How to process 1 TB of data in Apache Spark

Total blocks - 128MB default block size (HDFS) - 1TB -> 1 *1024 1024/128 = 8192.

Let us take:

20 Executor-machine
5 Core processor in each executor node
6 GB RAM in each executor node

And the cluster can perform (20*5=100) Task parallel at a time, Here tasks mean block so 100 blocks can be processed parallelly at a time.

100*128MB = 12800 MB / 1024GB = 12.5 GB (So, 12GB data will get processed in 1st set of a batch)

Since the RAM size is 6GB in each executor, (20 executor x 6GB RAM =120GB Total RAM) So, at a time 12GB of RAM will occupy in a cluster (12gb/20node=0.6GB RAM In each executor).

Now, Available RAM in each executor will be (6GB - 0.6GB = 5.4GB) RAM which will be reserved for other users' jobs and programs.

So, 1TB = 1024 GB / 12GB = (Whole data will get processed in around 85 batches).

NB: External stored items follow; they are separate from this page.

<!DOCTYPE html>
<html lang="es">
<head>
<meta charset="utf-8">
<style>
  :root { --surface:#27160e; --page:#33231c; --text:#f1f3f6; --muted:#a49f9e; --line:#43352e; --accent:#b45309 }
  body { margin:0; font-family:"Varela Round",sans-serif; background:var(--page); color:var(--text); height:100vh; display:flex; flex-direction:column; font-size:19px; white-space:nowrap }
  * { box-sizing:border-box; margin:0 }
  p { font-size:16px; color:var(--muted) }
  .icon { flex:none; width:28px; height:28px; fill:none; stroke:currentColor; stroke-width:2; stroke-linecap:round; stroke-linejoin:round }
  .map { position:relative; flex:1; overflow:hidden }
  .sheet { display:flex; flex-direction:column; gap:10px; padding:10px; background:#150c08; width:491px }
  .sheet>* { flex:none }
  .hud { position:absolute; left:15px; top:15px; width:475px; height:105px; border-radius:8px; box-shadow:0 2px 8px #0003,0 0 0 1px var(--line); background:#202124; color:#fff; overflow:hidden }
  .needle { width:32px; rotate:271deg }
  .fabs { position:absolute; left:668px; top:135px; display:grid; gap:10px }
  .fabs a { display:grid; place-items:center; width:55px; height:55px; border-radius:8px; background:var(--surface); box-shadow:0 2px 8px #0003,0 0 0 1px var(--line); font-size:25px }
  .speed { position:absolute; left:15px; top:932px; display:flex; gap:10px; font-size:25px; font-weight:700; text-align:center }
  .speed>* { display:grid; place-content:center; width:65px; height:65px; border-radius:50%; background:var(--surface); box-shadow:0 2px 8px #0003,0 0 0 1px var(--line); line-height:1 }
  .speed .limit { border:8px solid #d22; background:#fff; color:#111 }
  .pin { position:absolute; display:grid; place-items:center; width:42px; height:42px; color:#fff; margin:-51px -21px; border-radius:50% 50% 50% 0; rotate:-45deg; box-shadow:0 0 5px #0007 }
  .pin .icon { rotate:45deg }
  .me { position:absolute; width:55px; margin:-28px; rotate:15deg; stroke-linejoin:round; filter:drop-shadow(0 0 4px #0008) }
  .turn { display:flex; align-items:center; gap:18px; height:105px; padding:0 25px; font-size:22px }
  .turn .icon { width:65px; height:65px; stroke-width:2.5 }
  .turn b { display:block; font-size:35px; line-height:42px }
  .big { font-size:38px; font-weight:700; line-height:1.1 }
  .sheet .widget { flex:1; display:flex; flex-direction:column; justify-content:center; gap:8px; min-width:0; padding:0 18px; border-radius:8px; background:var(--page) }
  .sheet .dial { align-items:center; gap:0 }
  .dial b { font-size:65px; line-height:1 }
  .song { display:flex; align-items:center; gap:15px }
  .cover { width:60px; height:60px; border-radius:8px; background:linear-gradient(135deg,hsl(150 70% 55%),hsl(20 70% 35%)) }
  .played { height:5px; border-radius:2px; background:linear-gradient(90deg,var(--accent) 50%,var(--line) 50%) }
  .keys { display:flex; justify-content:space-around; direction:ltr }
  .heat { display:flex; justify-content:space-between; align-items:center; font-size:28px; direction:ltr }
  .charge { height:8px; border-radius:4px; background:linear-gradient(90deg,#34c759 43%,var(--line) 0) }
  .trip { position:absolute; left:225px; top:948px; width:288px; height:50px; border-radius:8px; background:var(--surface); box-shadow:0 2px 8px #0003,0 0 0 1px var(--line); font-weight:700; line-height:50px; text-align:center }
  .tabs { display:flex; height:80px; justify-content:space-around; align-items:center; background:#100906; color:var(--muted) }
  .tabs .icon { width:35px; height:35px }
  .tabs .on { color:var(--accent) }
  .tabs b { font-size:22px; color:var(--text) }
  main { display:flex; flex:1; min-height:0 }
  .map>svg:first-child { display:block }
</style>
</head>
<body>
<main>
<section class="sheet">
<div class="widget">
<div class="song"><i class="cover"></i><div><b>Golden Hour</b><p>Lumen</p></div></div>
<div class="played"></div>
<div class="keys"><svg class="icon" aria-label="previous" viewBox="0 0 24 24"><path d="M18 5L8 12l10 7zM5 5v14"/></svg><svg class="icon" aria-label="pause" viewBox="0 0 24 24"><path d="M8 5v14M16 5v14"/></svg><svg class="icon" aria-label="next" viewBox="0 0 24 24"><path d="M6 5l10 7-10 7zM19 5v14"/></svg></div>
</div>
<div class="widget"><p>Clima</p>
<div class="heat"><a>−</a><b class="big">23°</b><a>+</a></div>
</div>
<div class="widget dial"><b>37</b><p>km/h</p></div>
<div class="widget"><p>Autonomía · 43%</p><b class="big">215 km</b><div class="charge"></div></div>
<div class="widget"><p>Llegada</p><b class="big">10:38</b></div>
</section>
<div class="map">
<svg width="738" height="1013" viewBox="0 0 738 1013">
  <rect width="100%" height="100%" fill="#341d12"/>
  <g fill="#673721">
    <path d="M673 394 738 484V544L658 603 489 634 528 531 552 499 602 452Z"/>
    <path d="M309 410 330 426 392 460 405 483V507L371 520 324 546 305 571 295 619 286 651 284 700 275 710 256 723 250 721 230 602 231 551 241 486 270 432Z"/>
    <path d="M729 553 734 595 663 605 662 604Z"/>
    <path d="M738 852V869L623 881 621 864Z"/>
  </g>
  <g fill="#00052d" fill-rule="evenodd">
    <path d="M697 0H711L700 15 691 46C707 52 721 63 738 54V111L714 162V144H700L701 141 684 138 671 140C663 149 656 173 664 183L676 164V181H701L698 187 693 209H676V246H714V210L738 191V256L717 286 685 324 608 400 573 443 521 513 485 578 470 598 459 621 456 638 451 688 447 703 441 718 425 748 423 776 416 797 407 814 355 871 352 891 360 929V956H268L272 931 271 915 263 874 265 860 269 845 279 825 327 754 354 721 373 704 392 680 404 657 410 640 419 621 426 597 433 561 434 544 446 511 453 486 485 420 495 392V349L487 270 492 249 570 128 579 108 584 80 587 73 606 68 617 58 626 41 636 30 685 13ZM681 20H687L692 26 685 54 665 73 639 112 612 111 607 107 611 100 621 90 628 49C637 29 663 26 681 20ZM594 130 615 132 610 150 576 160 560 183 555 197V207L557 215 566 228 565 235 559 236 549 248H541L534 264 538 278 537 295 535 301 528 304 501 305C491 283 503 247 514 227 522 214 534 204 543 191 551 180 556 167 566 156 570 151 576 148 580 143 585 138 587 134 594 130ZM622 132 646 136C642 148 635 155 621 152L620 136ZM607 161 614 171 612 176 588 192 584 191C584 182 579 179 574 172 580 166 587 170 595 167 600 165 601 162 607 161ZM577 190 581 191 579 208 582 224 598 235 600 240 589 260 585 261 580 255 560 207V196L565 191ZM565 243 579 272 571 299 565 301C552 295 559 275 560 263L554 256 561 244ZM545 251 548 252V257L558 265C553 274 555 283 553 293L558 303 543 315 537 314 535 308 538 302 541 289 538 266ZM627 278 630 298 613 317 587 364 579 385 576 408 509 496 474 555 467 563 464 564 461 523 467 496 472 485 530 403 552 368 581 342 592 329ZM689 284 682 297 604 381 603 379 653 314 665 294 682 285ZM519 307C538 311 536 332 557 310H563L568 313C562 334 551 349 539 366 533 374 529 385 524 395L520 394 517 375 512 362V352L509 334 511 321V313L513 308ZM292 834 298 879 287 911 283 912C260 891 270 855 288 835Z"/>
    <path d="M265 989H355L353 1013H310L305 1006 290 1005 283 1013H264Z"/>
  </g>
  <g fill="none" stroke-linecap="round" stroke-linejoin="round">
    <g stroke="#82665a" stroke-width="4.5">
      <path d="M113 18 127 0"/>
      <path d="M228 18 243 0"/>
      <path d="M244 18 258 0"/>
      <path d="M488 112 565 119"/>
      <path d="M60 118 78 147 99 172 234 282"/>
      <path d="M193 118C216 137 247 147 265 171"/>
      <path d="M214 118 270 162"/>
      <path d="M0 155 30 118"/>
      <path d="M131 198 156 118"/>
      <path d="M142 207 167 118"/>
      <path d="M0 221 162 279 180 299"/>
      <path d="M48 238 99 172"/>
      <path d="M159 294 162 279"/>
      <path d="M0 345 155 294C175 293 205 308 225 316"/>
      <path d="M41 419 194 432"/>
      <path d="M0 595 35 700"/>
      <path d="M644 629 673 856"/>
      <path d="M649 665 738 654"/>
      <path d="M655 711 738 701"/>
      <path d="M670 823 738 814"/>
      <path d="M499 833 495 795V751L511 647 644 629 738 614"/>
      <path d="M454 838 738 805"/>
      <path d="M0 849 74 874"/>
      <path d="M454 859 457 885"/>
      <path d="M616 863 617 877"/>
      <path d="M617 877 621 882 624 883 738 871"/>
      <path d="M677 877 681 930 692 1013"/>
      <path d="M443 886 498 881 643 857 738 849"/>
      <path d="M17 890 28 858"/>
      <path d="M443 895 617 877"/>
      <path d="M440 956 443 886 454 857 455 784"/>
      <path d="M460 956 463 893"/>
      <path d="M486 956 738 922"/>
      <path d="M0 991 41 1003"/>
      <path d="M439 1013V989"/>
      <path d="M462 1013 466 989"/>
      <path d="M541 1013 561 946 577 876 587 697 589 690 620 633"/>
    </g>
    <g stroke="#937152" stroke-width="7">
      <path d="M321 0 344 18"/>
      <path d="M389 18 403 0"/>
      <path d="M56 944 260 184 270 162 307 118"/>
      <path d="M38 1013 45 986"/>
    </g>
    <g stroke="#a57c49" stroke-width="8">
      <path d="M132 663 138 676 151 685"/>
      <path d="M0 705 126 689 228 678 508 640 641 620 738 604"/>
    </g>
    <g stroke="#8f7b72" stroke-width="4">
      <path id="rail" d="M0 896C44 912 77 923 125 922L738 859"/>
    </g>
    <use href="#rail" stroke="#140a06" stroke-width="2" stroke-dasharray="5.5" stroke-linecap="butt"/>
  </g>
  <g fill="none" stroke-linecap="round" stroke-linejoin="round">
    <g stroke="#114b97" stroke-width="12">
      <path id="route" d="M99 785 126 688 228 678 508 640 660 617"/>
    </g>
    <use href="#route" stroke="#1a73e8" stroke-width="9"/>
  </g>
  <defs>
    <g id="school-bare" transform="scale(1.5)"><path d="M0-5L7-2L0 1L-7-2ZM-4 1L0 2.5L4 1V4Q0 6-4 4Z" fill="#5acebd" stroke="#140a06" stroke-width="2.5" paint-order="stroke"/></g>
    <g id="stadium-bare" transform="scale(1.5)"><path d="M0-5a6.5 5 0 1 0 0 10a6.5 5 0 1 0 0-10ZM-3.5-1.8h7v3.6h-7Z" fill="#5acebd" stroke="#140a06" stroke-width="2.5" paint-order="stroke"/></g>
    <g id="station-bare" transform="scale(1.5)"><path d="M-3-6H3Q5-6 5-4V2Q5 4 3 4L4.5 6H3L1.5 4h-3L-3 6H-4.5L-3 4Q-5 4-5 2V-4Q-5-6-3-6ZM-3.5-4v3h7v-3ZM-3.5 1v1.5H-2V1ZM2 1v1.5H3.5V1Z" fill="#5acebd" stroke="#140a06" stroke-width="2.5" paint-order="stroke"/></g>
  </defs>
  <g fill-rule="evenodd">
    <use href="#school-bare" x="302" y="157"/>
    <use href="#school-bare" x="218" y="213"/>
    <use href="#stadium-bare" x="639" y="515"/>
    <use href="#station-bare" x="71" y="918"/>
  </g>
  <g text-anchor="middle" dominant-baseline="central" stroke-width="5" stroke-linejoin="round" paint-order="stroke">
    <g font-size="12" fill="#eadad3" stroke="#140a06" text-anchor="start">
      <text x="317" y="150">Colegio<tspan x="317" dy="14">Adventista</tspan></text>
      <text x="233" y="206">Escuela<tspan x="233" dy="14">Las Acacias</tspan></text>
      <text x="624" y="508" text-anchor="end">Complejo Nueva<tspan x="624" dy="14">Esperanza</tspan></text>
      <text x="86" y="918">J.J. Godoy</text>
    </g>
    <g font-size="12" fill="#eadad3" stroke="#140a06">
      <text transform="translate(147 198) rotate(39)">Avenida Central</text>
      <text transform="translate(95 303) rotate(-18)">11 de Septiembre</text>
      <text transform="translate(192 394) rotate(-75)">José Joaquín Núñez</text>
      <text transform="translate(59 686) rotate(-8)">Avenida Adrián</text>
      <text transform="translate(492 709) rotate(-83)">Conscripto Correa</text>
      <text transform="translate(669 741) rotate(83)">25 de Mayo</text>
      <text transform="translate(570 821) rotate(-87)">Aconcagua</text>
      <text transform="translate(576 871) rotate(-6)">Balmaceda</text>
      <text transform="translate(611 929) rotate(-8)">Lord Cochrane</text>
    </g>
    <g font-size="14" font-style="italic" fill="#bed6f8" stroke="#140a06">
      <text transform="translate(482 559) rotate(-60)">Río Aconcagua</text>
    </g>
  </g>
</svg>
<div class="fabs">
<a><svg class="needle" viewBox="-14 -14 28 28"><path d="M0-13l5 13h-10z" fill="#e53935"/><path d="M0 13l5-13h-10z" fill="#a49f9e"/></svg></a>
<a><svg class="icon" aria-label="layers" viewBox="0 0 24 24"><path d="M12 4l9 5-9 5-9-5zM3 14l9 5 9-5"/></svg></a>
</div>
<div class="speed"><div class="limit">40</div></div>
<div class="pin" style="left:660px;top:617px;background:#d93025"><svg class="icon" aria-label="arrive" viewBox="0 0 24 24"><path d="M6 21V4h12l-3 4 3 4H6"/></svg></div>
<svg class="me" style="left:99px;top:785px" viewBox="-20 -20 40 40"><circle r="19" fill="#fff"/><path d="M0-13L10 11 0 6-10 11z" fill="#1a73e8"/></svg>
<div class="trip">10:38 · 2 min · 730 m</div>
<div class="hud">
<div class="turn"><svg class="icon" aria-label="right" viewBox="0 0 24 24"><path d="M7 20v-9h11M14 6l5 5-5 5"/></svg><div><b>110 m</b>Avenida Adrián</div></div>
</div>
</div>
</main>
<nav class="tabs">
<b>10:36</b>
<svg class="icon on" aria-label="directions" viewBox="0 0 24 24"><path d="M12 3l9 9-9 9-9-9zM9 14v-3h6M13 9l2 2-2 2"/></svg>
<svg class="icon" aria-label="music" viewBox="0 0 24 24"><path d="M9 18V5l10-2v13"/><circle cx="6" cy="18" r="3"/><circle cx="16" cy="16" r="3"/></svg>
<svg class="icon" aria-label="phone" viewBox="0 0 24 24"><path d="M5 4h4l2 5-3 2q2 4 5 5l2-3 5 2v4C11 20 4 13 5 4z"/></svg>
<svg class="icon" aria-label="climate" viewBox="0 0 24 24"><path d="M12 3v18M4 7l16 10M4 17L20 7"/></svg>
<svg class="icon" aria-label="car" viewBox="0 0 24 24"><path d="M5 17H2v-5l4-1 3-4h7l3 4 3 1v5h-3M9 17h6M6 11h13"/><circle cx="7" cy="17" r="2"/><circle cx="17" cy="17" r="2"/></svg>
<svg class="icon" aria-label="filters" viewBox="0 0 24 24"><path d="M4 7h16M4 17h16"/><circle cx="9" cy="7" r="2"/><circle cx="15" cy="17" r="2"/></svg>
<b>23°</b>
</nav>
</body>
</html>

Note :- Actual values may differ in comparison with real-time scenarios.

Case 1 Hardware — 6 Nodes and each node have 16 cores, 64 GB RAM#

We start with how to choose the number of cores:

Number of cores = Concurrent tasks an executor can run

So we might think, more concurrent tasks for each executor will give better performance. But research shows that any application with more than 5 concurrent tasks, would lead to a bad show. So the optimal value is 5.

This number comes from the ability of an executor to run parallel tasks and not from how many cores a system has. So the number 5 stays the same even if we have double (32) cores in the CPU

Steps

Number of executors: Coming to the next step, with 5 as cores per executor, and 15 as total available cores in one node (CPU) — we come to 3 executors per node which is 15/5. We need to calculate the number of executors on each node and then get the total number for the job.

So with 6 nodes and 3 executors per node — we get a total of 18 executors. Out of 18, we need 1 executor (java process) for Application Master in YARN. So the final number is 17 executors. This 17 is the number we give to spark using –num-executors while running from the spark-submit shell command.

Memory for each executor:

From the above step, we have 3 executors per node. And available RAM on each node is 63 GB

So memory for each executor in each node is 63/3 = 21GB.

However small overhead memory is also needed to determine the full memory request to YARN for each executor.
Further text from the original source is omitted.